▶ [Brief]
Transcribe the data that follows without changing a word, and omit the pictures.

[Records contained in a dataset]
* * *

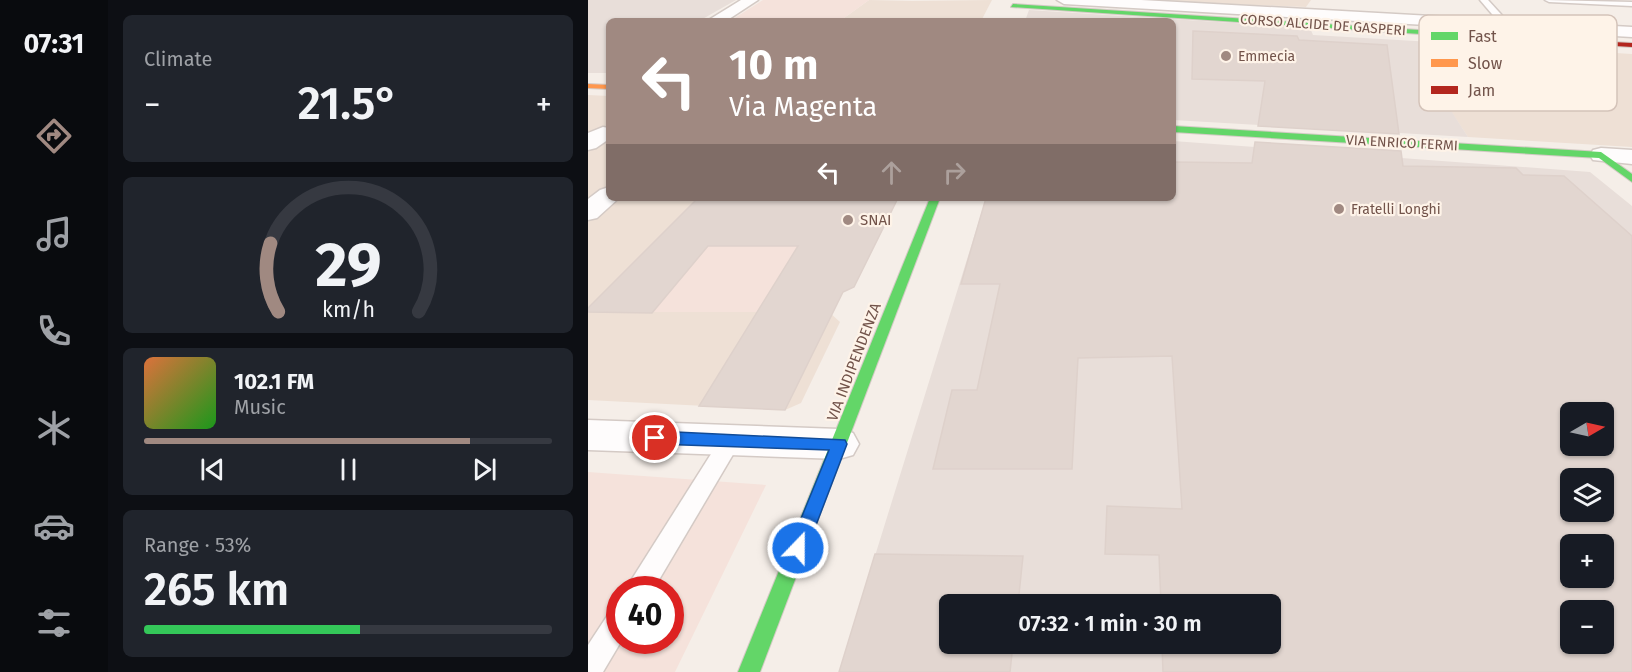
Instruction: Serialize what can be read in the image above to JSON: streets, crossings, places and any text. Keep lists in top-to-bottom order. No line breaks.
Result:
{"streets":{"street":["CORSO ALCIDE DE GASPERI","VIA ENRICO FERMI","VIA INDIPENDENZA"]},"places":["Emmecia","Fratelli Longhi","SNAI"],"legend":["Fast","Slow","Jam"],"north":"right","page":{"tabs":"07:31","tile":["Climate",["Range · 53%","265 km"]],"turn":["10 m","Via Magenta"],"heat":["−","21.5°","+"],"song":["102.1 FM","Music"],"map_buttons":["+","−"],"limit":"40","trip":"07:32 · 1 min · 30 m","gauge":["29","km/h"]}}
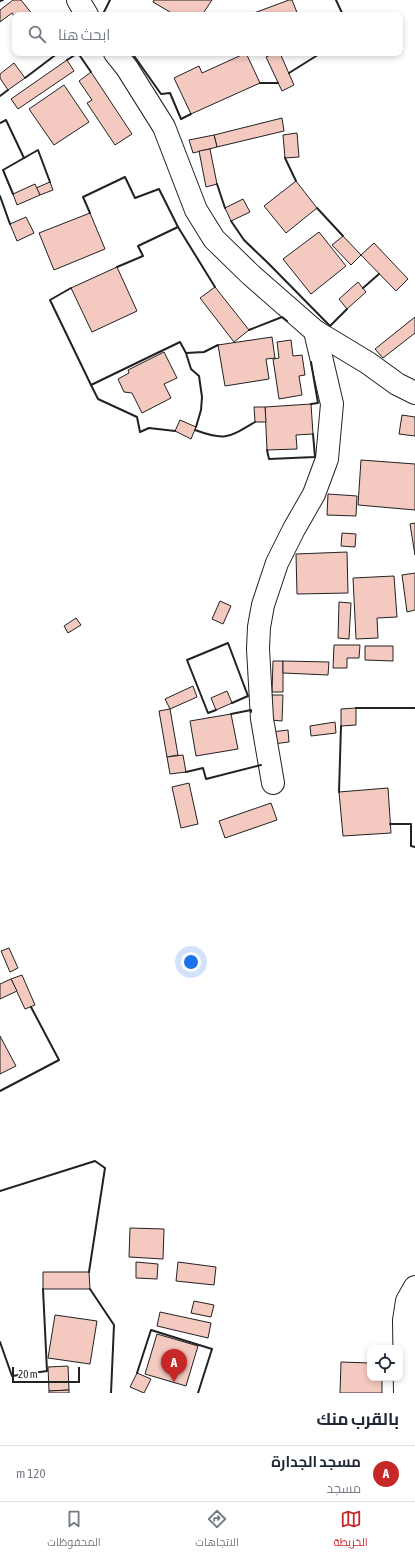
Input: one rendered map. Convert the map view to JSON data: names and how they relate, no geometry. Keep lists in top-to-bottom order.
{
  "scale_bar": "20 m",
  "page": {
    "search": "ابحث هنا",
    "pins": "A",
    "scale": "20 m",
    "heading": "بالقرب منك",
    "list": [
      {
        "mark": "A",
        "name": "مسجد الجدارة",
        "note": "مسجد",
        "value": "120 m"
      }
    ],
    "nav": ["الخريطة", "الاتجاهات", "المحفوظات"]
  }
}
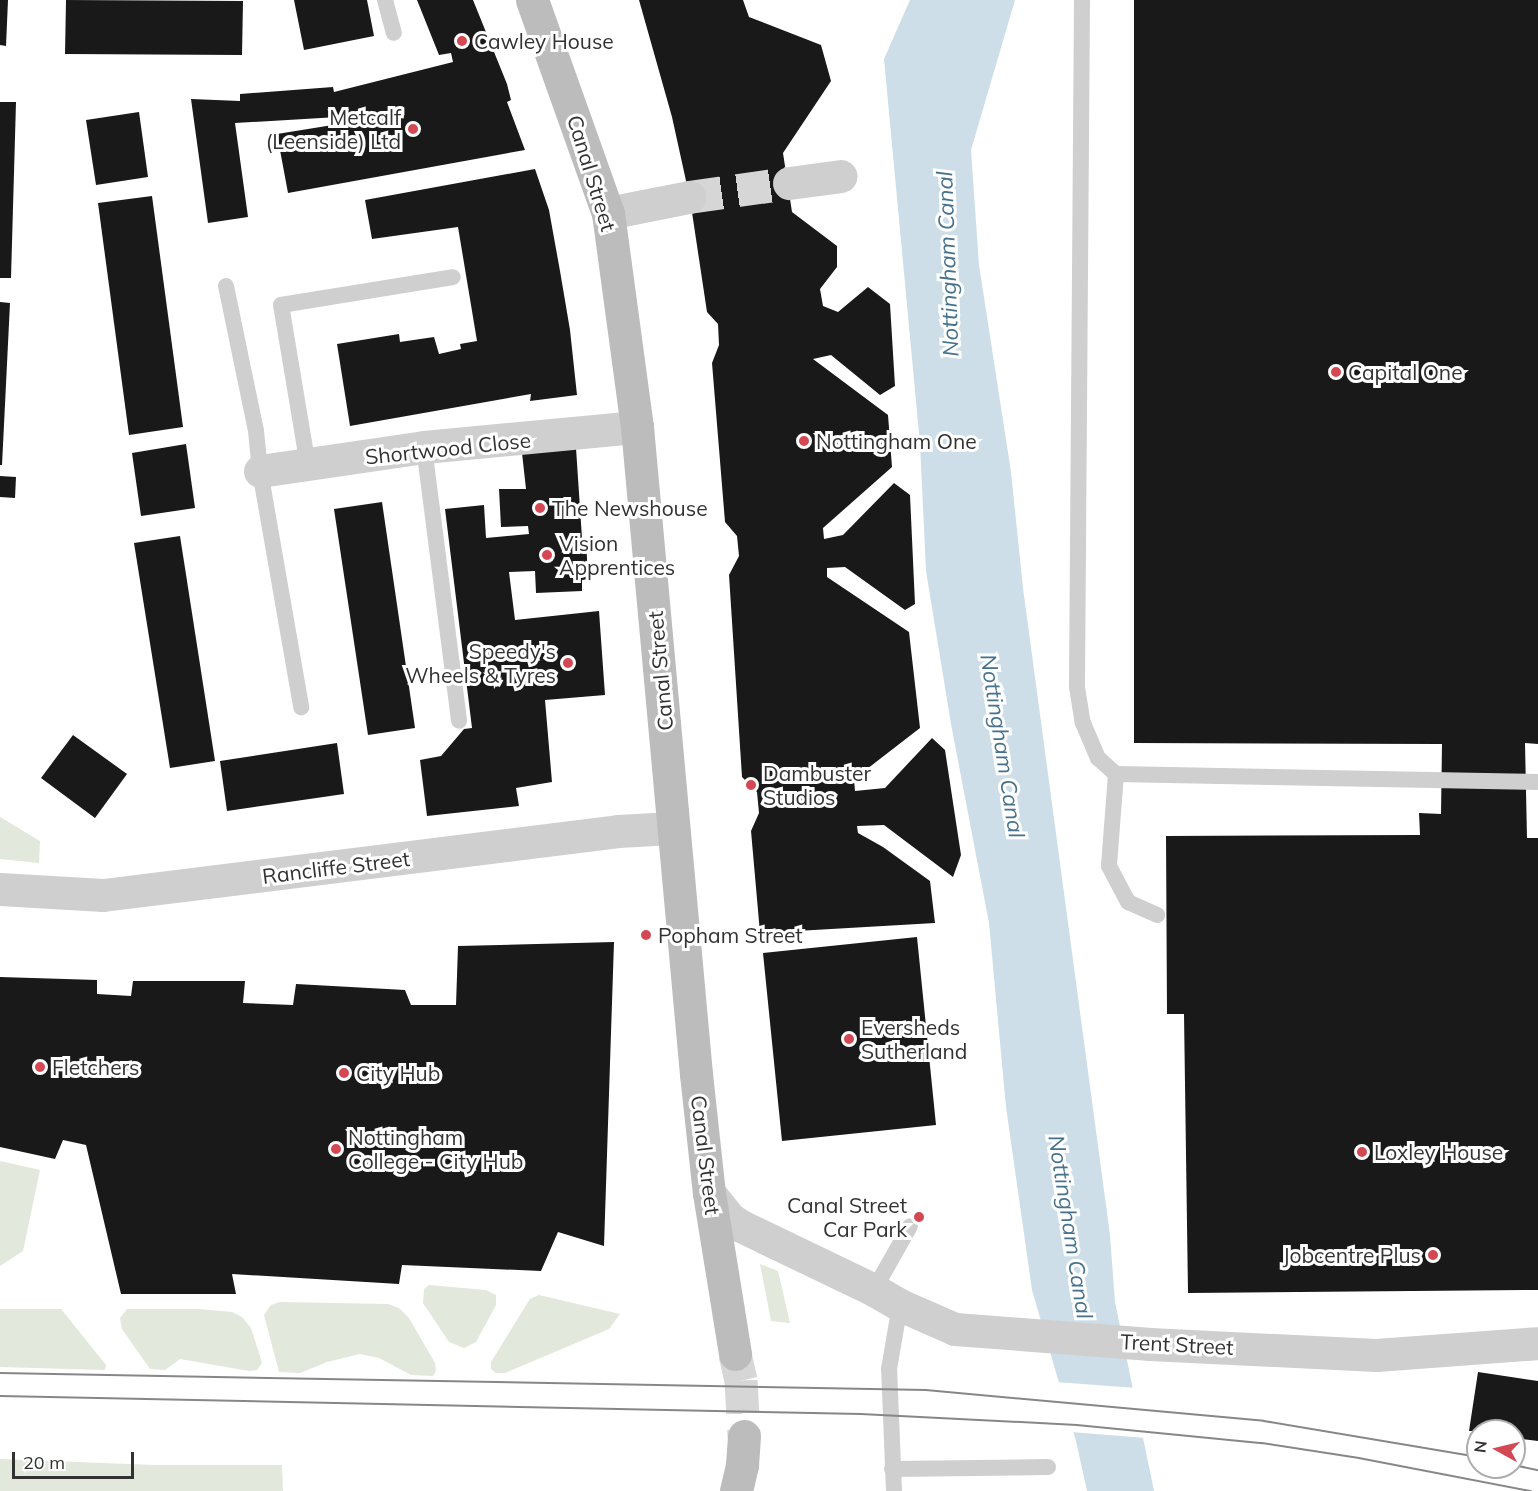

* * *

▶ [Answer section]
Instruction: Serialize what can be read in the image above to JSON: streets, crossings, places and any text. Keep lists in top-to-bottom order. No line breaks.
Result:
{"streets":{"street":["CORSO ALCIDE DE GASPERI","VIA ENRICO FERMI","VIA INDIPENDENZA"]},"places":["Emmecia","Fratelli Longhi","SNAI"],"legend":["Fast","Slow","Jam"],"north":"right","page":{"tabs":"07:31","tile":["Climate",["Range · 53%","265 km"]],"turn":["10 m","Via Magenta"],"heat":["−","21.5°","+"],"song":["102.1 FM","Music"],"map_buttons":["+","−"],"limit":"40","trip":"07:32 · 1 min · 30 m","gauge":["29","km/h"]}}
Input: one rendered map. Convert the map view to JSON data: names and how they relate, no geometry. Keep lists in top-to-bottom order.
{
  "scale_bar": "20 m",
  "page": {
    "search": "ابحث هنا",
    "pins": "A",
    "scale": "20 m",
    "heading": "بالقرب منك",
    "list": [
      {
        "mark": "A",
        "name": "مسجد الجدارة",
        "note": "مسجد",
        "value": "120 m"
      }
    ],
    "nav": ["الخريطة", "الاتجاهات", "المحفوظات"]
  }
}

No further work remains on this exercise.